Challenges with this approach:
- Both broadly neutralizing antibodies and "post-treatment controller" NK cells are hard to find. They occur in only a small minority of people and may not be able to get into all of the parts of the body where HIV hides.
- Stimulating the immune system can increase the number of cells that HIV can target for infection
- There are many different strains of HIV, and HIV mutates, or changes very rapidly. This may make even broadly neutralizing antibodies ineffective over time. Experts believe people may need to receive a combination of broadly neutralizing antibodies just as today's effective HIV treatment regimens include multiple drugs.

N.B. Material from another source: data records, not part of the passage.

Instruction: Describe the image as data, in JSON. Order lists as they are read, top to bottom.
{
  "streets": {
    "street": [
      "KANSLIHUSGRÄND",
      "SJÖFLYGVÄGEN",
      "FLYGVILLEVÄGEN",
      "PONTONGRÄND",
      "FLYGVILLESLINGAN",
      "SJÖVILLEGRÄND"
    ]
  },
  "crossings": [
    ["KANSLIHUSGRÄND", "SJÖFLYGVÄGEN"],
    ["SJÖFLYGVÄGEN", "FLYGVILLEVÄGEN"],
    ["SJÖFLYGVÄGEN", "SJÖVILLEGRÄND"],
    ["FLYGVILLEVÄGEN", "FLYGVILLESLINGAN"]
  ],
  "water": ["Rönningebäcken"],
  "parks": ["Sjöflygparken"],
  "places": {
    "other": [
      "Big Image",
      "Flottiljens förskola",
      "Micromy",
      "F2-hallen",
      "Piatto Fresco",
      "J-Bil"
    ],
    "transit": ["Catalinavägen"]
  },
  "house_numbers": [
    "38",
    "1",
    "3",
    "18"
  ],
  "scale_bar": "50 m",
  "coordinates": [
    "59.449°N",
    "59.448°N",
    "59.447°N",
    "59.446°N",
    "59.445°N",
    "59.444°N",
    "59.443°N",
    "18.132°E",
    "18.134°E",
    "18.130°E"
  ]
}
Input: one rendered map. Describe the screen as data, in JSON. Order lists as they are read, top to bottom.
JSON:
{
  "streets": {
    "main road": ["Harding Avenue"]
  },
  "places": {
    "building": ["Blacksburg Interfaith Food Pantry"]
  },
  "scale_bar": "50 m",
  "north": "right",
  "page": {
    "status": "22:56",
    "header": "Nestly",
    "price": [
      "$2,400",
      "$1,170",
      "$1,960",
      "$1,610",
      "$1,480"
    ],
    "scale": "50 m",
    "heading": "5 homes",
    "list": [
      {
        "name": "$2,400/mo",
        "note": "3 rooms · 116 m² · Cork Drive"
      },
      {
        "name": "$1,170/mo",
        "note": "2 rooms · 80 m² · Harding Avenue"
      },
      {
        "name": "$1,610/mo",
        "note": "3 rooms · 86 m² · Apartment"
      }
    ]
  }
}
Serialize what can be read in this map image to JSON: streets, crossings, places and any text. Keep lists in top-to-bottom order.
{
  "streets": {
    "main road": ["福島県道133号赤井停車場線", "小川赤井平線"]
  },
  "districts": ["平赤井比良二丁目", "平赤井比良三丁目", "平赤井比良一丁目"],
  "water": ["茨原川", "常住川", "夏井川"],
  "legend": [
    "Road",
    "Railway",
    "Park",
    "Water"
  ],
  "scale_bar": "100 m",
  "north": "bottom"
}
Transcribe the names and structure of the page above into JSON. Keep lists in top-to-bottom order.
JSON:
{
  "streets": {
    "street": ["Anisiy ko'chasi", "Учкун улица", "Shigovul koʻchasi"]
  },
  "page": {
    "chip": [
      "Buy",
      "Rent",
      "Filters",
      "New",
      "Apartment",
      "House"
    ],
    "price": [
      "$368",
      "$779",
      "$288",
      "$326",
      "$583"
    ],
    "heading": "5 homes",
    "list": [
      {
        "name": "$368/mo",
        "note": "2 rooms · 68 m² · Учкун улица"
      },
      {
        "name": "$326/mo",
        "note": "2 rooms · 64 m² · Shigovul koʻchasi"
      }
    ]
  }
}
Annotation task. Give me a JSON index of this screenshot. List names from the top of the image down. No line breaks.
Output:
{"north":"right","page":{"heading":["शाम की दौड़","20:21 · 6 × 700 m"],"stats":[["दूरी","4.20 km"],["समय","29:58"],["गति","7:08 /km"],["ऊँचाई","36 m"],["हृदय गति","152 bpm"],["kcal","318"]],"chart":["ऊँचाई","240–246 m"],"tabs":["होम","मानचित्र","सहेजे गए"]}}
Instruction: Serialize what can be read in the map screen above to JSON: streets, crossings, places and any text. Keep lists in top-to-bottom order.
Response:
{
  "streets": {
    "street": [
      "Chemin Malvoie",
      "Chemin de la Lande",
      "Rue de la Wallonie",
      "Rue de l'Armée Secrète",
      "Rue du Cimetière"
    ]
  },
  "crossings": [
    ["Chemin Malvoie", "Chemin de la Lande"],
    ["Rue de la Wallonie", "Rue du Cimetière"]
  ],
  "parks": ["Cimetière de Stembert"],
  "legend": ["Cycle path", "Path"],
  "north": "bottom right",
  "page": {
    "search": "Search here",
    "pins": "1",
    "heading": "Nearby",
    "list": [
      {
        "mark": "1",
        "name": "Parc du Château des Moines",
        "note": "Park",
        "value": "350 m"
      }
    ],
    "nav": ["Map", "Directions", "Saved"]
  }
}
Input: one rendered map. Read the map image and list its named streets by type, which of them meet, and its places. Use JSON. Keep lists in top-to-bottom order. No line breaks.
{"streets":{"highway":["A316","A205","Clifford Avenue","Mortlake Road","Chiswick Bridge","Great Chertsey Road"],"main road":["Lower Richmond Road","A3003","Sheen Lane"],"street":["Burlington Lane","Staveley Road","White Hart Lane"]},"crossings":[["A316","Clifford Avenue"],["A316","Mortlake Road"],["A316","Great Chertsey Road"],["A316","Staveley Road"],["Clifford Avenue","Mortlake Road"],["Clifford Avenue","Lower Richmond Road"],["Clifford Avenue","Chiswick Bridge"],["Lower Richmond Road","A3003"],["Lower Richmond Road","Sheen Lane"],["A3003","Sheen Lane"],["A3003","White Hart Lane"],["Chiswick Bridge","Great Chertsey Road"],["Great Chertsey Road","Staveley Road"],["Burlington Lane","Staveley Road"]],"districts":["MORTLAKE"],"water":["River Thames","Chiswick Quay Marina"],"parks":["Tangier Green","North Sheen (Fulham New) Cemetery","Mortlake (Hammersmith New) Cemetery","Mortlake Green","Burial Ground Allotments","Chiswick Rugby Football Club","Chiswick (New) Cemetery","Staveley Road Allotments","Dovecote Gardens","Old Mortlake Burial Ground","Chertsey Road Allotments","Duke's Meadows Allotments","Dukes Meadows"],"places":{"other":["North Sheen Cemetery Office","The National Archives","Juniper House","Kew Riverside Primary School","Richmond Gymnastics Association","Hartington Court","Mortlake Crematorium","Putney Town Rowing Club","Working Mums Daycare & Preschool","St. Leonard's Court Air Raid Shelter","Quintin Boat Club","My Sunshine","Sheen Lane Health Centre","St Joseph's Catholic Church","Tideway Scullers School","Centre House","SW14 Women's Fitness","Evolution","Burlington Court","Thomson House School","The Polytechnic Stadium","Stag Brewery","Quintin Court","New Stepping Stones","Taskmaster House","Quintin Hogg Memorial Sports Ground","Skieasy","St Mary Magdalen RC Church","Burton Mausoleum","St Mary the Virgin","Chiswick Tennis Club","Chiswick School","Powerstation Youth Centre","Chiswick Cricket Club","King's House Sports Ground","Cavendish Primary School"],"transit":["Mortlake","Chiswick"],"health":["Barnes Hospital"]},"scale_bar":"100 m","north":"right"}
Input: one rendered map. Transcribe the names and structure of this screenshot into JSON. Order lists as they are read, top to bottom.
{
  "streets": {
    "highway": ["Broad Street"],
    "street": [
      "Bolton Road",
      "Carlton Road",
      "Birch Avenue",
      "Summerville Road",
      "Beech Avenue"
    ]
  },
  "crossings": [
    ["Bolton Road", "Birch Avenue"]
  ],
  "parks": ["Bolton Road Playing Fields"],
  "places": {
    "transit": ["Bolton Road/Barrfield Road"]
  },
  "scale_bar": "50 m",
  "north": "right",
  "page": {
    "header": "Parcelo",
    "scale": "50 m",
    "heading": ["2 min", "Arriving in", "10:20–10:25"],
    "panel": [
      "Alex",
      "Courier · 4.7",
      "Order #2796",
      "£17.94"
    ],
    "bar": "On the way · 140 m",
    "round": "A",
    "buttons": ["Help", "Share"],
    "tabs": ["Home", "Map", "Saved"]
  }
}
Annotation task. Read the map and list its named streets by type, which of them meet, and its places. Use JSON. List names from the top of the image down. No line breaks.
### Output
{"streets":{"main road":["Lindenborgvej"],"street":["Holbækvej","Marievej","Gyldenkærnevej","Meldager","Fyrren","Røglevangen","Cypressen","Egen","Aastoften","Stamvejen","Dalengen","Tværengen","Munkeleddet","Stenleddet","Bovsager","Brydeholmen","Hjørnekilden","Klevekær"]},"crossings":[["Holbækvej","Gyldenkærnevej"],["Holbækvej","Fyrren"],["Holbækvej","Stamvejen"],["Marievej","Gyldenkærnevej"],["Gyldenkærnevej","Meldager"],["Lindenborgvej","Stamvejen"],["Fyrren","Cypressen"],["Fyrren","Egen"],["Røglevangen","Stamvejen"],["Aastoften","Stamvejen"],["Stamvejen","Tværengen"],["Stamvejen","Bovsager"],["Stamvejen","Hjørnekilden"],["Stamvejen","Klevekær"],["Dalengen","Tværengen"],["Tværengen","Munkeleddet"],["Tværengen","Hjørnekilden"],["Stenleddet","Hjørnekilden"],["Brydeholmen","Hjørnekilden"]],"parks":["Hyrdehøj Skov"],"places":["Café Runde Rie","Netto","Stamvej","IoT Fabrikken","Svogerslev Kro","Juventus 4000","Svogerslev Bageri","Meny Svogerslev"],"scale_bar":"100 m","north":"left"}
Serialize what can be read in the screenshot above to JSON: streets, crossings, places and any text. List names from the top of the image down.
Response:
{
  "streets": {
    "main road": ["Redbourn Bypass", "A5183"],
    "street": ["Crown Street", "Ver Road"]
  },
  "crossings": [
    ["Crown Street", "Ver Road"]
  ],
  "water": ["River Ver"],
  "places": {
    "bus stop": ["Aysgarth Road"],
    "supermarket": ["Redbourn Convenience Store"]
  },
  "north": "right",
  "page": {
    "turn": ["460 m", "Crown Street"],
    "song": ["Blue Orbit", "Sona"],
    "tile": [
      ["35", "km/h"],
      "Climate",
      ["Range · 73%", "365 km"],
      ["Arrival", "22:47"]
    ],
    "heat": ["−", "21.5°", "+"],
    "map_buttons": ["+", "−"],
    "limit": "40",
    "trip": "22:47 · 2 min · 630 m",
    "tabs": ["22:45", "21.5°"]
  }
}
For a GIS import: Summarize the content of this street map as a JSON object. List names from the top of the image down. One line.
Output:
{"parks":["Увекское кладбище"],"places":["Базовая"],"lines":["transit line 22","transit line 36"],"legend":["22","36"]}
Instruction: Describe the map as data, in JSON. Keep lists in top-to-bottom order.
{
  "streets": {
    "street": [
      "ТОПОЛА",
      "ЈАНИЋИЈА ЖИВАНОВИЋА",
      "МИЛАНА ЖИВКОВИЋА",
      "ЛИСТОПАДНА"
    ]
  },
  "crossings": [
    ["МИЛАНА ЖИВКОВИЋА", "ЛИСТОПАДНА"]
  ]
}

In some ways, the struggle to find a cure for HIV and end the pandemic resembles the fight against cancer. A few decades ago, HIV infection was almost always fatal. Then we began to find therapies that could slow disease progression. Now, there are multiple antiretroviral therapies that can be used to treat HIV. People who are living with HIV and taking treatment can live long, healthy lives – in many cases as long as those uninfected with HIV.
While we do not yet have a cure, scientists are both cautious and optimistic. Researchers have been humbled by events that appeared to be advancements and were not. Nevertheless, we know so much more about HIV than we did in the past, we continue to expand upon that knowledge, and we have several good leads. Perhaps most importantly, we have determination and hope.